## Work to complete
Reproduce each record exactly, but exclude every picture.

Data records
▼▼▼

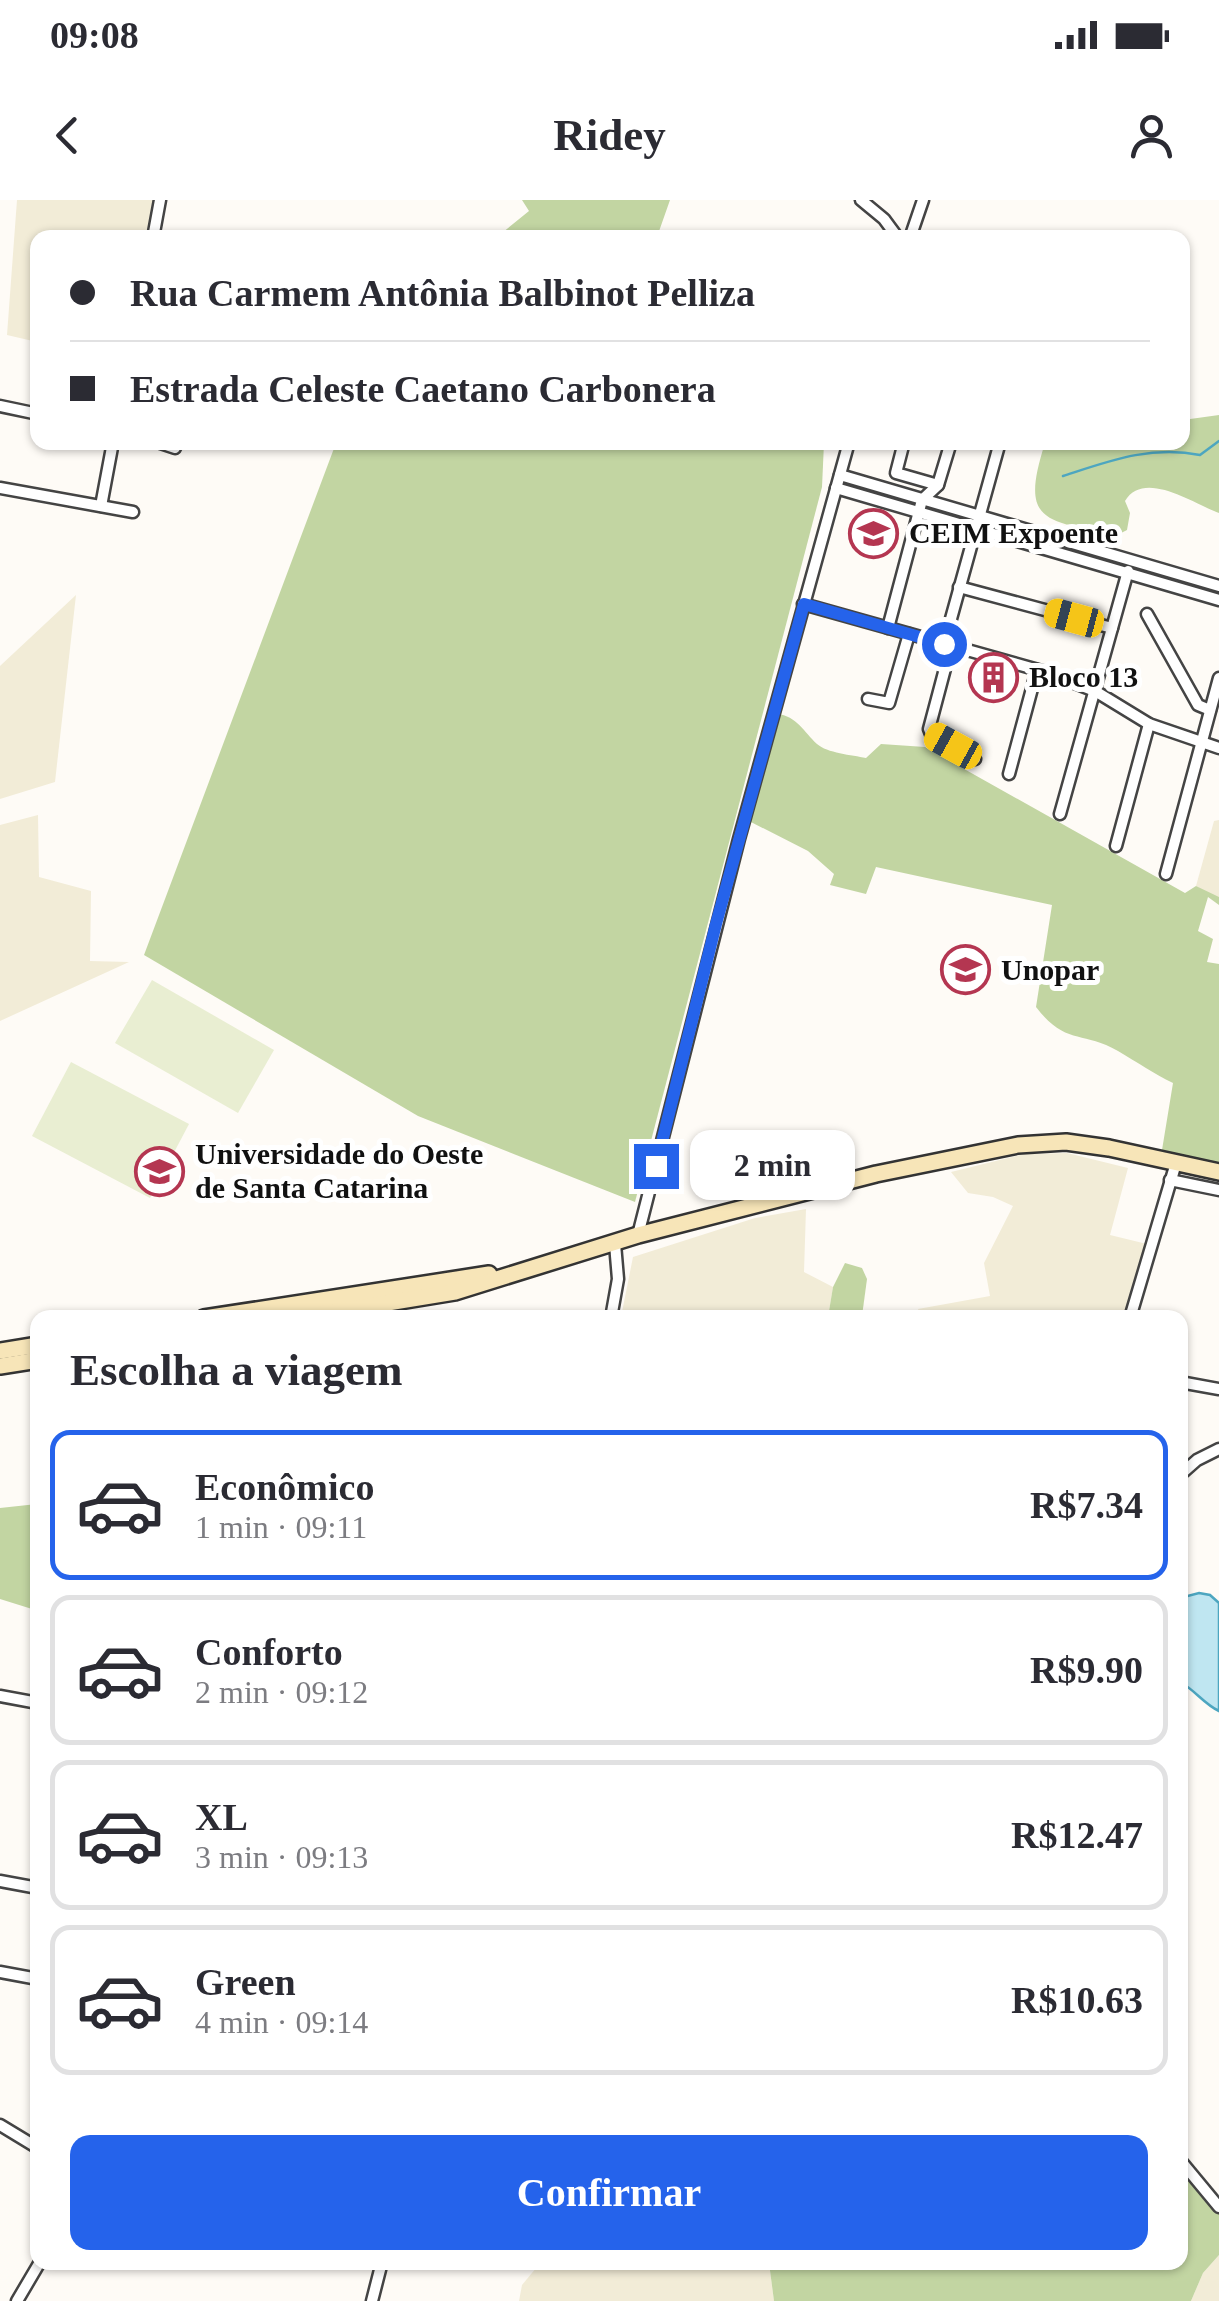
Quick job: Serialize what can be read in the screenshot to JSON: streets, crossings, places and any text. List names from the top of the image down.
{
  "places": {
    "school or university": ["CEIM Expoente", "Unopar", "Universidade do Oeste de Santa Catarina"],
    "building": ["Bloco 13"]
  },
  "page": {
    "status": "09:08",
    "header": "Ridey",
    "banner": ["Rua Carmem Antônia Balbinot Pelliza", "Estrada Celeste Caetano Carbonera"],
    "bubble": "2 min",
    "heading": "Escolha a viagem",
    "list": [
      {
        "name": "Econômico",
        "note": "1 min · 09:11",
        "value": "R$7.34"
      },
      {
        "name": "Conforto",
        "note": "2 min · 09:12",
        "value": "R$9.90"
      },
      {
        "name": "XL",
        "note": "3 min · 09:13",
        "value": "R$12.47"
      },
      {
        "name": "Green",
        "note": "4 min · 09:14",
        "value": "R$10.63"
      }
    ],
    "buttons": "Confirmar"
  }
}
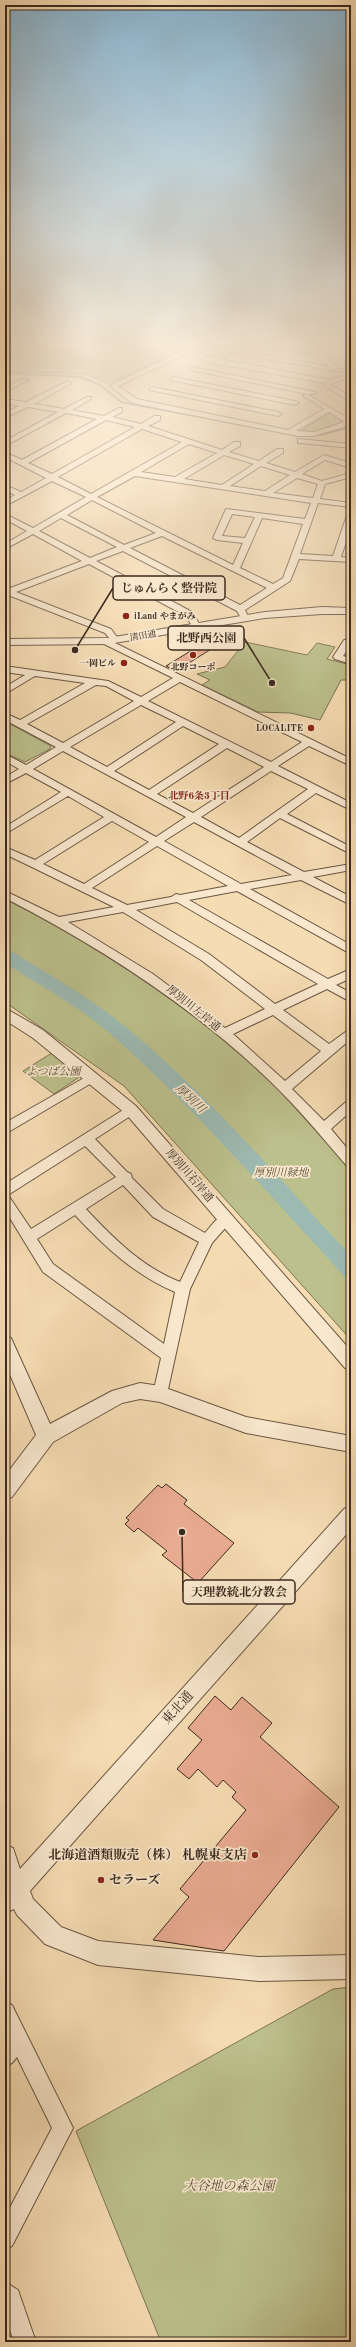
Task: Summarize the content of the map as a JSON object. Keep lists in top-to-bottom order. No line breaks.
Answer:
{"streets":{"street":["清田通","厚別川左岸通","厚別川右岸通","東北通"]},"districts":["北野6条3丁目"],"water":["厚別川"],"parks":["よつば公園","厚別川緑地","大谷地の森公園"],"places":["iLand やまがみ","じゅんらく整骨院","北野コーポ","一岡ビル","北野西公園","LOCALITE","天理教統北分教会","北海道酒類販売（株） 札幌東支店","セラーズ"]}
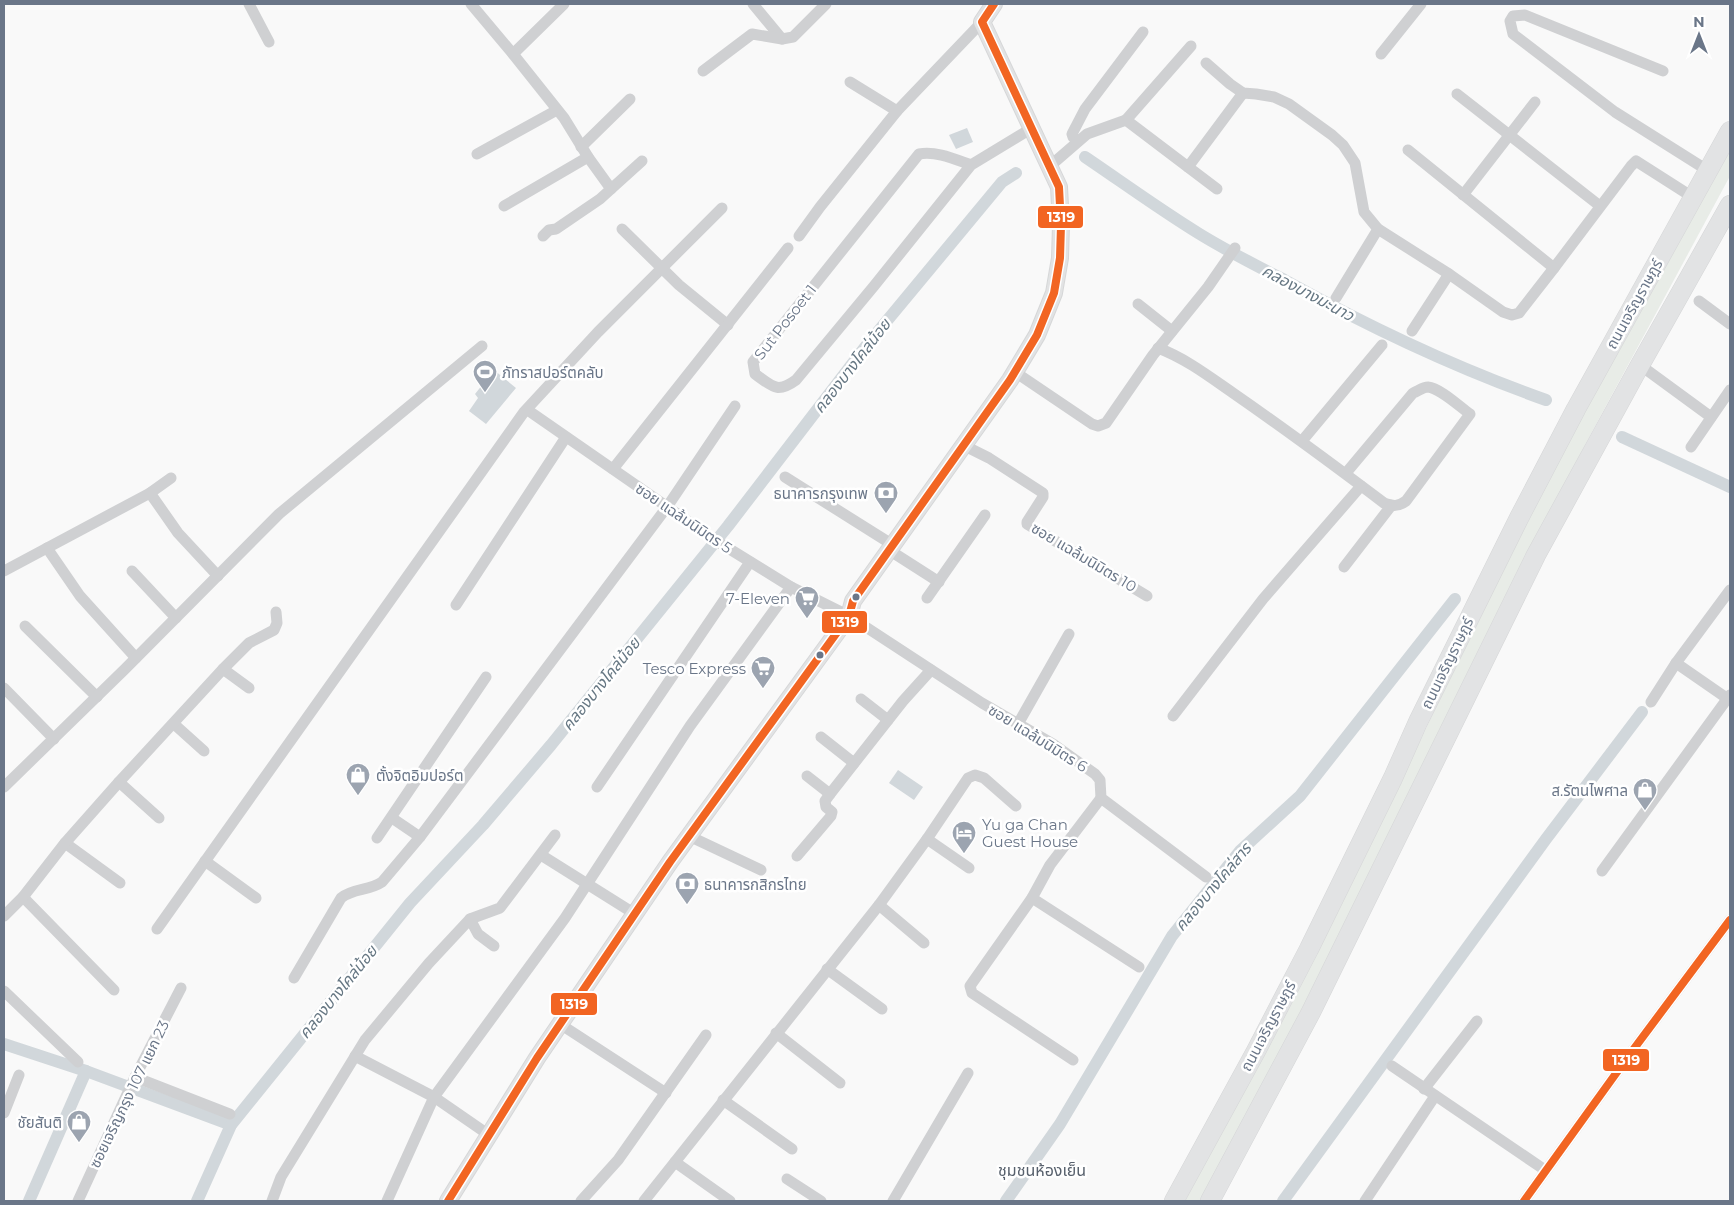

▲▲▲

## Solution to this exercise
Quick job: Serialize what can be read in the screenshot to JSON: streets, crossings, places and any text. List names from the top of the image down.
{
  "places": {
    "school or university": ["CEIM Expoente", "Unopar", "Universidade do Oeste de Santa Catarina"],
    "building": ["Bloco 13"]
  },
  "page": {
    "status": "09:08",
    "header": "Ridey",
    "banner": ["Rua Carmem Antônia Balbinot Pelliza", "Estrada Celeste Caetano Carbonera"],
    "bubble": "2 min",
    "heading": "Escolha a viagem",
    "list": [
      {
        "name": "Econômico",
        "note": "1 min · 09:11",
        "value": "R$7.34"
      },
      {
        "name": "Conforto",
        "note": "2 min · 09:12",
        "value": "R$9.90"
      },
      {
        "name": "XL",
        "note": "3 min · 09:13",
        "value": "R$12.47"
      },
      {
        "name": "Green",
        "note": "4 min · 09:14",
        "value": "R$10.63"
      }
    ],
    "buttons": "Confirmar"
  }
}
Task: Summarize the content of the map as a JSON object. Keep lists in top-to-bottom order. No line breaks.
Answer:
{"streets":{"street":["清田通","厚別川左岸通","厚別川右岸通","東北通"]},"districts":["北野6条3丁目"],"water":["厚別川"],"parks":["よつば公園","厚別川緑地","大谷地の森公園"],"places":["iLand やまがみ","じゅんらく整骨院","北野コーポ","一岡ビル","北野西公園","LOCALITE","天理教統北分教会","北海道酒類販売（株） 札幌東支店","セラーズ"]}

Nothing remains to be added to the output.